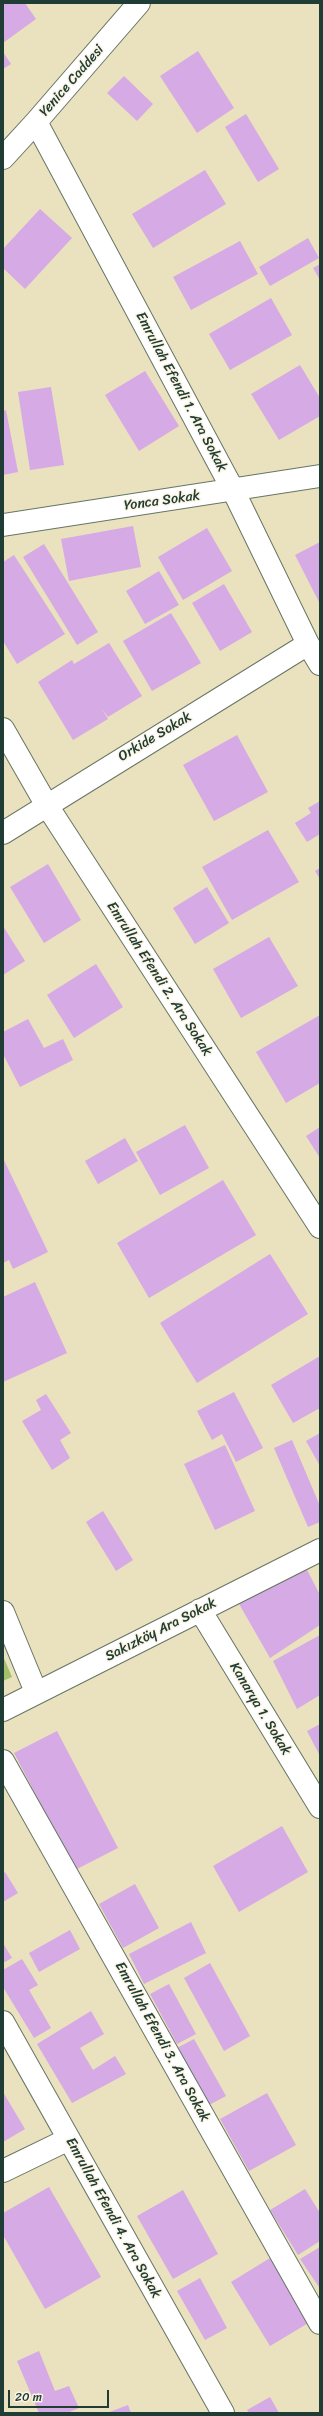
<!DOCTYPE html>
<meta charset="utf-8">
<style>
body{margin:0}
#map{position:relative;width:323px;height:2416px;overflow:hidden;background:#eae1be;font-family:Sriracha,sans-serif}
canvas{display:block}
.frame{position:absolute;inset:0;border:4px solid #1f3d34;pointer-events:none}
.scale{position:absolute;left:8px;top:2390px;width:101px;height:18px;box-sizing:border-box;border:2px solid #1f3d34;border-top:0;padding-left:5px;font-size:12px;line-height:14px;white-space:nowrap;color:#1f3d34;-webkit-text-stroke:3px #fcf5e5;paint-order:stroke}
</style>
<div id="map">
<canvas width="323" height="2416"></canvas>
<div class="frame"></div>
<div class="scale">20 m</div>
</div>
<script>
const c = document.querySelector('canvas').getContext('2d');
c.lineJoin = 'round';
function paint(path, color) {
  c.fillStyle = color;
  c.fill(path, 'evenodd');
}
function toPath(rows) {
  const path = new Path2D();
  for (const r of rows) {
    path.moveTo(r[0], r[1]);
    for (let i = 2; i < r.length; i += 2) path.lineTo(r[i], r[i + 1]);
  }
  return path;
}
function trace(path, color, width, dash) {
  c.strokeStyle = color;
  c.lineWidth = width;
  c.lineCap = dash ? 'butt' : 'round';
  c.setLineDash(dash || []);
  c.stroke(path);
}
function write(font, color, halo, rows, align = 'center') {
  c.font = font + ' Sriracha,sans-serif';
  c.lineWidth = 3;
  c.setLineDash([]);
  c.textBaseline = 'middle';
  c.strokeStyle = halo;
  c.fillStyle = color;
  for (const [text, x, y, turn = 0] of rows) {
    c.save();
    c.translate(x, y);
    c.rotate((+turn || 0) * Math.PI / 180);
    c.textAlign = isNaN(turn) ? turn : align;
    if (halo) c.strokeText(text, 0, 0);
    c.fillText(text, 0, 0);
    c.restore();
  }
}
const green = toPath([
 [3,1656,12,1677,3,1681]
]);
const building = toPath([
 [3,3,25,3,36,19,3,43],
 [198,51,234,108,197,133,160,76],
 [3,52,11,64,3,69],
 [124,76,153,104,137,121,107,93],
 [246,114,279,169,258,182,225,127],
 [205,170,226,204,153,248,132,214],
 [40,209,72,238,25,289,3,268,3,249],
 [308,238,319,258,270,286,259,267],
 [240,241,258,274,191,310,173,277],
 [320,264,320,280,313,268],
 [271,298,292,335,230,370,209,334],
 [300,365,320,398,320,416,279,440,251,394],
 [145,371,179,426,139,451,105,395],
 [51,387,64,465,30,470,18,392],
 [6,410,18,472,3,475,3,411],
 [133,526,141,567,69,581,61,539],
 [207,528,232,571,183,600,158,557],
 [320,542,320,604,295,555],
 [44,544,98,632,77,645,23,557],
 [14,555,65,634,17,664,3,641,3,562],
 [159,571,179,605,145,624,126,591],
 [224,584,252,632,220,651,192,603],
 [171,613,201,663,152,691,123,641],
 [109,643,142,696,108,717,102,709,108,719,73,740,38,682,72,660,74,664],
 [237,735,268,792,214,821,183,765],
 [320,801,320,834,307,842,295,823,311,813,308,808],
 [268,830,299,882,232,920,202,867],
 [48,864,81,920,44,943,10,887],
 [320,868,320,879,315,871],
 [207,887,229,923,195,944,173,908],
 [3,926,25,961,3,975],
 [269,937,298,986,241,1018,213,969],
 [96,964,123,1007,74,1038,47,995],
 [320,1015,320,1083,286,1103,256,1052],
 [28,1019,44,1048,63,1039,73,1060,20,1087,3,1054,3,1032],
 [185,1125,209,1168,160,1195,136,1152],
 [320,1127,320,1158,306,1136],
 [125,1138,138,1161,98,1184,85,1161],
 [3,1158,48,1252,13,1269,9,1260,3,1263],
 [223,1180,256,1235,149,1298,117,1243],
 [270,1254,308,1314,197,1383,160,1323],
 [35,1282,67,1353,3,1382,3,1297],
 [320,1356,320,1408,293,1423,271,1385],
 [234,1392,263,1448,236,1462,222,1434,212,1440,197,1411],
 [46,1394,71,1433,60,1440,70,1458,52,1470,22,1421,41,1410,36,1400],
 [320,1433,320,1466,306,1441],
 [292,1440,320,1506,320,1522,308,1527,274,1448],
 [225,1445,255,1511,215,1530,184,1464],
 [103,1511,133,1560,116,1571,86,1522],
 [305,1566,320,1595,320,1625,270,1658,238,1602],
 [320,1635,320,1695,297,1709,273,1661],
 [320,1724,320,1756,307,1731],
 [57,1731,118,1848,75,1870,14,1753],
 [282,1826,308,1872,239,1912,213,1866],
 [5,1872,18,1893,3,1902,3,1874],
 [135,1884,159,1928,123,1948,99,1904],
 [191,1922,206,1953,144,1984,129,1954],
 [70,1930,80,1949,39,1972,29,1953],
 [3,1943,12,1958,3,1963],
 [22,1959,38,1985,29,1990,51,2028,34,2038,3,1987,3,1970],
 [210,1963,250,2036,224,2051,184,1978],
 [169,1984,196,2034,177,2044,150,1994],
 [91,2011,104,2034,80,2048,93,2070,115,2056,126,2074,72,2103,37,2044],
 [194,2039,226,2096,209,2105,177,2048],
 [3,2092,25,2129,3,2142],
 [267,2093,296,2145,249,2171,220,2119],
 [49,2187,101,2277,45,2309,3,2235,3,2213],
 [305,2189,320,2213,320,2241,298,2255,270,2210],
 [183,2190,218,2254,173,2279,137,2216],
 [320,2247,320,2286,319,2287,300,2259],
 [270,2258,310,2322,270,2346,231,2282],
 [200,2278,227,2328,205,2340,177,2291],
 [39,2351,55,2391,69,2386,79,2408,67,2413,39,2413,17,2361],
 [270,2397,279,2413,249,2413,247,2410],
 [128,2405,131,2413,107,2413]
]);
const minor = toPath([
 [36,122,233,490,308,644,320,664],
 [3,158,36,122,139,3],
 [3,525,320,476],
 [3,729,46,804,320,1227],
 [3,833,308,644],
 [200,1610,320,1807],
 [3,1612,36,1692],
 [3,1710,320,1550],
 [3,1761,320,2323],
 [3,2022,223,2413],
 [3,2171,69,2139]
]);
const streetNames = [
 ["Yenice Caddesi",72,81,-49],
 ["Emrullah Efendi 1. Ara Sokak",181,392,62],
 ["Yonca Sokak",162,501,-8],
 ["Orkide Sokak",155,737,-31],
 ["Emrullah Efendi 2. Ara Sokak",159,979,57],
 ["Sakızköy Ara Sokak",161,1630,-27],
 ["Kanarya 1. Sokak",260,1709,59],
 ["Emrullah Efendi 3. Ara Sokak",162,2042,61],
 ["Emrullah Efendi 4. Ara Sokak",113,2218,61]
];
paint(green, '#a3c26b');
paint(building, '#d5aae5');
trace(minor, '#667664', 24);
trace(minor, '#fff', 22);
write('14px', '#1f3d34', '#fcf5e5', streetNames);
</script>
---
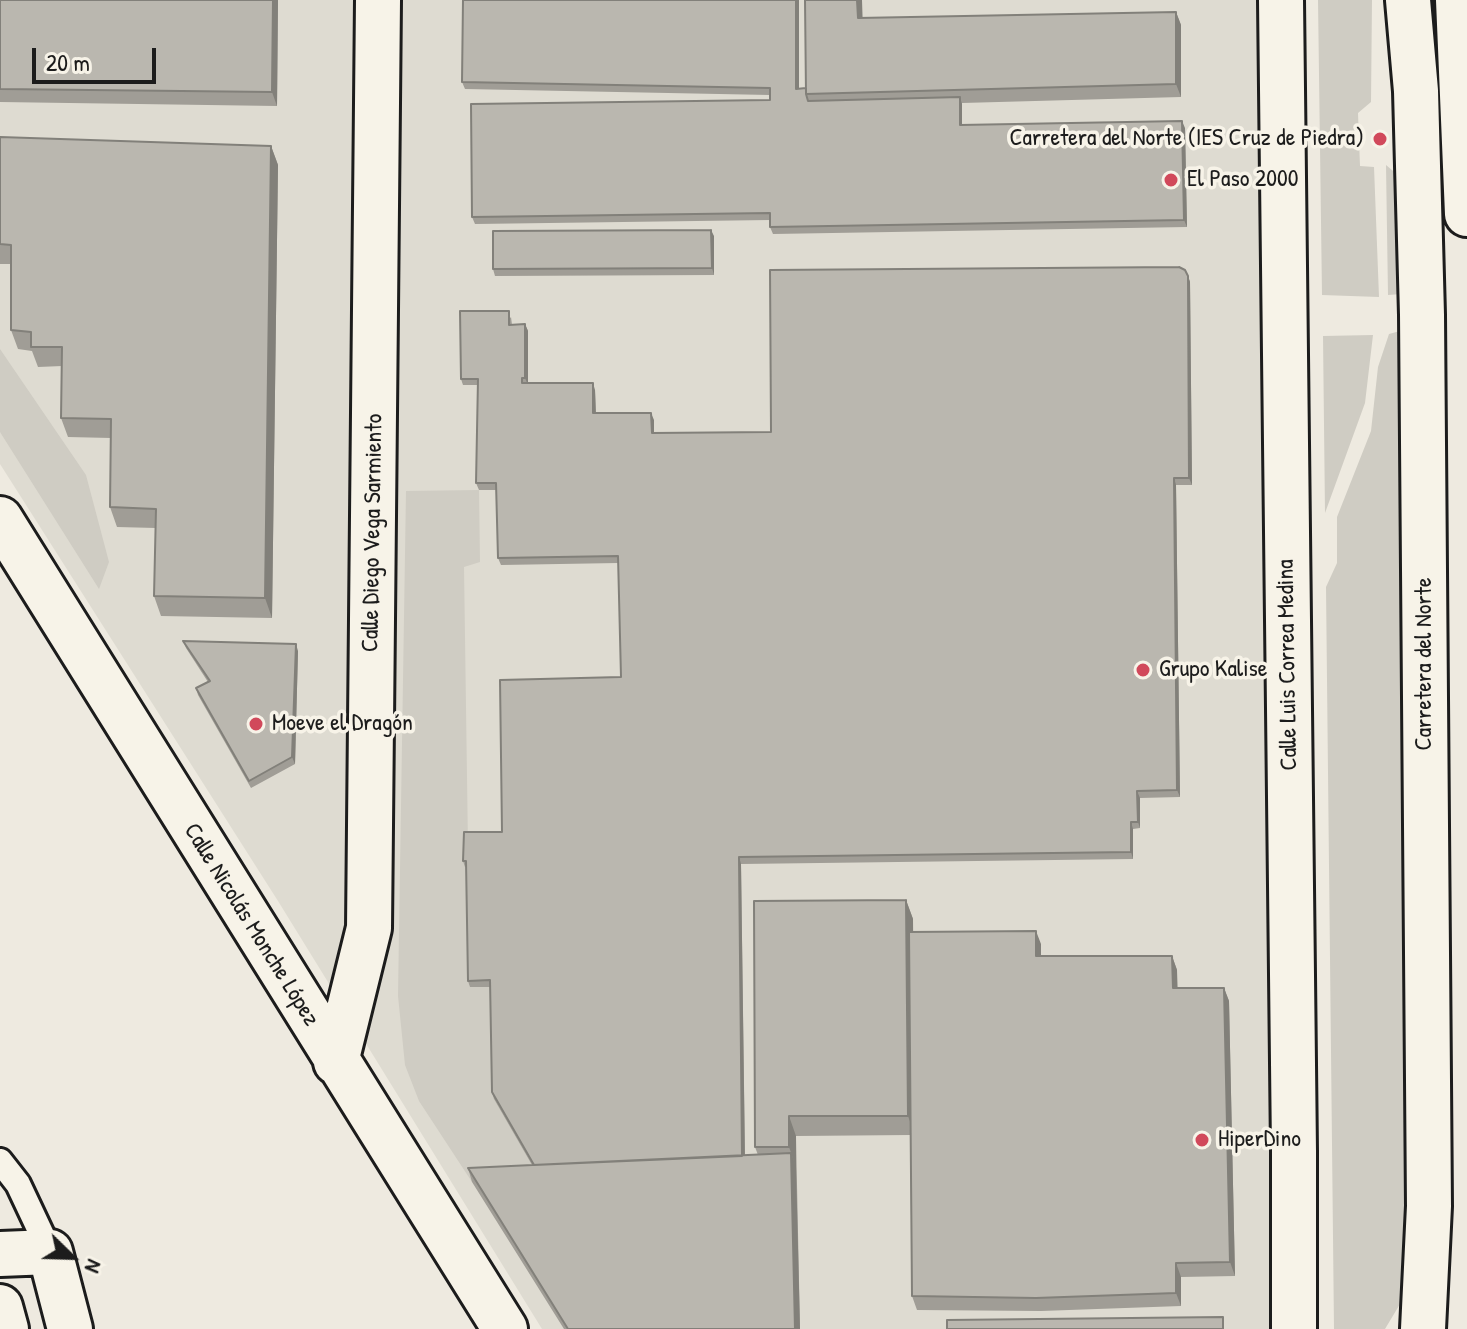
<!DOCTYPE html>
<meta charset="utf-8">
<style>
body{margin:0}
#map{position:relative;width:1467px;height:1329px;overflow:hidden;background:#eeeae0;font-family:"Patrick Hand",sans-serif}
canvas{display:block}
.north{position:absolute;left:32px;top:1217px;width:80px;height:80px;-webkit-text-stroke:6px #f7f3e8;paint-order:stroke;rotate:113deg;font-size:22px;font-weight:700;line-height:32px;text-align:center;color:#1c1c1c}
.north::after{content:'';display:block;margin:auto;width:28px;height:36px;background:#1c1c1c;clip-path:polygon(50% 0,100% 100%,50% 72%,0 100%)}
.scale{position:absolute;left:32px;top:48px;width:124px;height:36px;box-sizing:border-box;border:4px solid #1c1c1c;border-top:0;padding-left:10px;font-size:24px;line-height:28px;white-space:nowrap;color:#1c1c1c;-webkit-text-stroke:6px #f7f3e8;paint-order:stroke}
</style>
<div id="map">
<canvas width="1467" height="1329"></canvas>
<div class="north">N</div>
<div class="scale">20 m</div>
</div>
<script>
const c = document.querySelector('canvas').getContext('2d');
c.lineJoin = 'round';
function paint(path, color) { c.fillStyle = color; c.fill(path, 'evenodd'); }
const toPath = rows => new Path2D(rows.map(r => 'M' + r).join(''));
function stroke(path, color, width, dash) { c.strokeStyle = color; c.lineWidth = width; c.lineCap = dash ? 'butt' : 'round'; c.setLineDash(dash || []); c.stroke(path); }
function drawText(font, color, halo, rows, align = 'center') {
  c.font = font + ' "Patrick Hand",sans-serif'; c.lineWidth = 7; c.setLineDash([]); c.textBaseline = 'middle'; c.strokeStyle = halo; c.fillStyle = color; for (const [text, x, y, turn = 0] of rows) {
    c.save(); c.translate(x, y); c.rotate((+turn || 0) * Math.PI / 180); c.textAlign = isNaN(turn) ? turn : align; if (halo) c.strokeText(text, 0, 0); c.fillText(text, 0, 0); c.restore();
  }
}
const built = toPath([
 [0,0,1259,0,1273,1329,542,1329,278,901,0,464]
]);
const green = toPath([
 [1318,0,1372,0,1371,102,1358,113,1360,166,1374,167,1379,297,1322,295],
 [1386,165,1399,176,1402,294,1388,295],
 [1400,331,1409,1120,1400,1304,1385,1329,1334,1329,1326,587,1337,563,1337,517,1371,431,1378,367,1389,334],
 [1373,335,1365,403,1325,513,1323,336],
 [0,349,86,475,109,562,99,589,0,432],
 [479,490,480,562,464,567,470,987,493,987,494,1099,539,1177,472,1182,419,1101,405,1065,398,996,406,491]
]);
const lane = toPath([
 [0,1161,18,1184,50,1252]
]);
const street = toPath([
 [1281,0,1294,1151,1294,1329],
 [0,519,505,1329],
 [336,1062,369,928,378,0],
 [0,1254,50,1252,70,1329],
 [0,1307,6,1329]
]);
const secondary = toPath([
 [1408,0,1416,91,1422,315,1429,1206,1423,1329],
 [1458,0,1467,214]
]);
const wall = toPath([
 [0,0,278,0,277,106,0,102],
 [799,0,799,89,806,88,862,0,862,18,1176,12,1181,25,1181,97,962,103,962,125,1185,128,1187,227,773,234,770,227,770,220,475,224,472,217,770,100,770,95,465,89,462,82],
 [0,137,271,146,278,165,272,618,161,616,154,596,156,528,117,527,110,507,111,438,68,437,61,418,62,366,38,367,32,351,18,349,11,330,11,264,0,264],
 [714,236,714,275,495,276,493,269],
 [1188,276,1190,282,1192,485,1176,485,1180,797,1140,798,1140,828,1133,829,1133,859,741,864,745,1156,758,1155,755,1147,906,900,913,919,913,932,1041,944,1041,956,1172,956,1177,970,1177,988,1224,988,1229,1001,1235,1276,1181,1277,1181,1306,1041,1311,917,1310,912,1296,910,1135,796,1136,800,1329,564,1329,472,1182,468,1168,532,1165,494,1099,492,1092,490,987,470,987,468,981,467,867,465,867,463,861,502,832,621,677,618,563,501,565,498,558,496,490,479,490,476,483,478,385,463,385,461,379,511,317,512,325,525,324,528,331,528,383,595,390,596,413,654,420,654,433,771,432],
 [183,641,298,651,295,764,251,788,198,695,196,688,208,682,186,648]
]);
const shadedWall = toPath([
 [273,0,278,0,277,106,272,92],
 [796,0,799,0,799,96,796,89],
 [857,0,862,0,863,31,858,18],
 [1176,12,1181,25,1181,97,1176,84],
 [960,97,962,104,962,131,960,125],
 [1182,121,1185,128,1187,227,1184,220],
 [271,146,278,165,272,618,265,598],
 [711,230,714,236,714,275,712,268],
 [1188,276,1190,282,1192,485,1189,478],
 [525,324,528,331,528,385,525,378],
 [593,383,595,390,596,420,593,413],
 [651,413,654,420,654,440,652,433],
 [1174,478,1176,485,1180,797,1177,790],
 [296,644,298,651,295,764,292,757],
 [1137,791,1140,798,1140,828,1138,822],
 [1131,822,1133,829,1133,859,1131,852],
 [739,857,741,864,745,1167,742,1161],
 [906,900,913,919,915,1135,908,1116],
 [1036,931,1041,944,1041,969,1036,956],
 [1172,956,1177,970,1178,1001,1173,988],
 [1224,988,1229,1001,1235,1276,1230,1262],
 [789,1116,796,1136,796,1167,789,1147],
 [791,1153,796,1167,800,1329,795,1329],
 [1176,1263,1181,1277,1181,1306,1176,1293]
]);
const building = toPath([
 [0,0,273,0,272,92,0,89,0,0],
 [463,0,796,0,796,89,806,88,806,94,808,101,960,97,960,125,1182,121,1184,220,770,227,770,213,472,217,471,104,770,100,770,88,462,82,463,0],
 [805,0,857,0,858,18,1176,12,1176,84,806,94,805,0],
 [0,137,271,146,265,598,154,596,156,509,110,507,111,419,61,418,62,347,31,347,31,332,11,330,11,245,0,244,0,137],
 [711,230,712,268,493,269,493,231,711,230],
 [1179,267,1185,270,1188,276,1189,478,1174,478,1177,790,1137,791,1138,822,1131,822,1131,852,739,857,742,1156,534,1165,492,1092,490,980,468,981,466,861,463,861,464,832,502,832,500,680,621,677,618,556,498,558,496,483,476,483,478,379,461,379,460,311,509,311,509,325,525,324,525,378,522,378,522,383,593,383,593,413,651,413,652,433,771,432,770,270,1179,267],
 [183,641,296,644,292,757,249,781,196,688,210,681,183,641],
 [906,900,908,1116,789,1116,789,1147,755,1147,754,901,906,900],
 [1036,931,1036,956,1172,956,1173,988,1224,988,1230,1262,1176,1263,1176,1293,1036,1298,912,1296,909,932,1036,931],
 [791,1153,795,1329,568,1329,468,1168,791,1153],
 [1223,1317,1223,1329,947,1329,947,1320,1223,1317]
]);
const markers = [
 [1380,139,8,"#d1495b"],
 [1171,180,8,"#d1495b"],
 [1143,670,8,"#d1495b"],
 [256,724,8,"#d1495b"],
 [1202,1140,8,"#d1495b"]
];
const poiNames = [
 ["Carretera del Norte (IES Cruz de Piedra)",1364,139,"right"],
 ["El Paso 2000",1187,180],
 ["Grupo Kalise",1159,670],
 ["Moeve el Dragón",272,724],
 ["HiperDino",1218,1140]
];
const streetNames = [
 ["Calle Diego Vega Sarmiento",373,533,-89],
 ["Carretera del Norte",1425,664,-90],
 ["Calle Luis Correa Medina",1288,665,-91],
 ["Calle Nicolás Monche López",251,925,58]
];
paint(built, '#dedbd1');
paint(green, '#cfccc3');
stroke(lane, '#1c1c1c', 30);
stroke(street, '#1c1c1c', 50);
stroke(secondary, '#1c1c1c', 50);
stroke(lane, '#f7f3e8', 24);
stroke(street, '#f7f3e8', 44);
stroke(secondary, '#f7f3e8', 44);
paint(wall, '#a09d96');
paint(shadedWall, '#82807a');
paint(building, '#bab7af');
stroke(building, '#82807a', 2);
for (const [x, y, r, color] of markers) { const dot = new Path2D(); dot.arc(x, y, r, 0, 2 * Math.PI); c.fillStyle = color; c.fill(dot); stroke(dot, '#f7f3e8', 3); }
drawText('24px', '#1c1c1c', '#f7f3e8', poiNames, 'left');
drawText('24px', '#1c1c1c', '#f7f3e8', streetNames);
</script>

**Work instructions:** Out of the data above, transcribe exactly and only the lines starting with the line that has "const path = new Path2D();" and going on through the line that has "[3,1656,12,1677,3,1681]", both included.

**Written solution:**
  const path = new Path2D();
  for (const r of rows) {
    path.moveTo(r[0], r[1]);
    for (let i = 2; i < r.length; i += 2) path.lineTo(r[i], r[i + 1]);
  }
  return path;
}
function trace(path, color, width, dash) {
  c.strokeStyle = color;
  c.lineWidth = width;
  c.lineCap = dash ? 'butt' : 'round';
  c.setLineDash(dash || []);
  c.stroke(path);
}
function write(font, color, halo, rows, align = 'center') {
  c.font = font + ' Sriracha,sans-serif';
  c.lineWidth = 3;
  c.setLineDash([]);
  c.textBaseline = 'middle';
  c.strokeStyle = halo;
  c.fillStyle = color;
  for (const [text, x, y, turn = 0] of rows) {
    c.save();
    c.translate(x, y);
    c.rotate((+turn || 0) * Math.PI / 180);
    c.textAlign = isNaN(turn) ? turn : align;
    if (halo) c.strokeText(text, 0, 0);
    c.fillText(text, 0, 0);
    c.restore();
  }
}
const green = toPath([
 [3,1656,12,1677,3,1681]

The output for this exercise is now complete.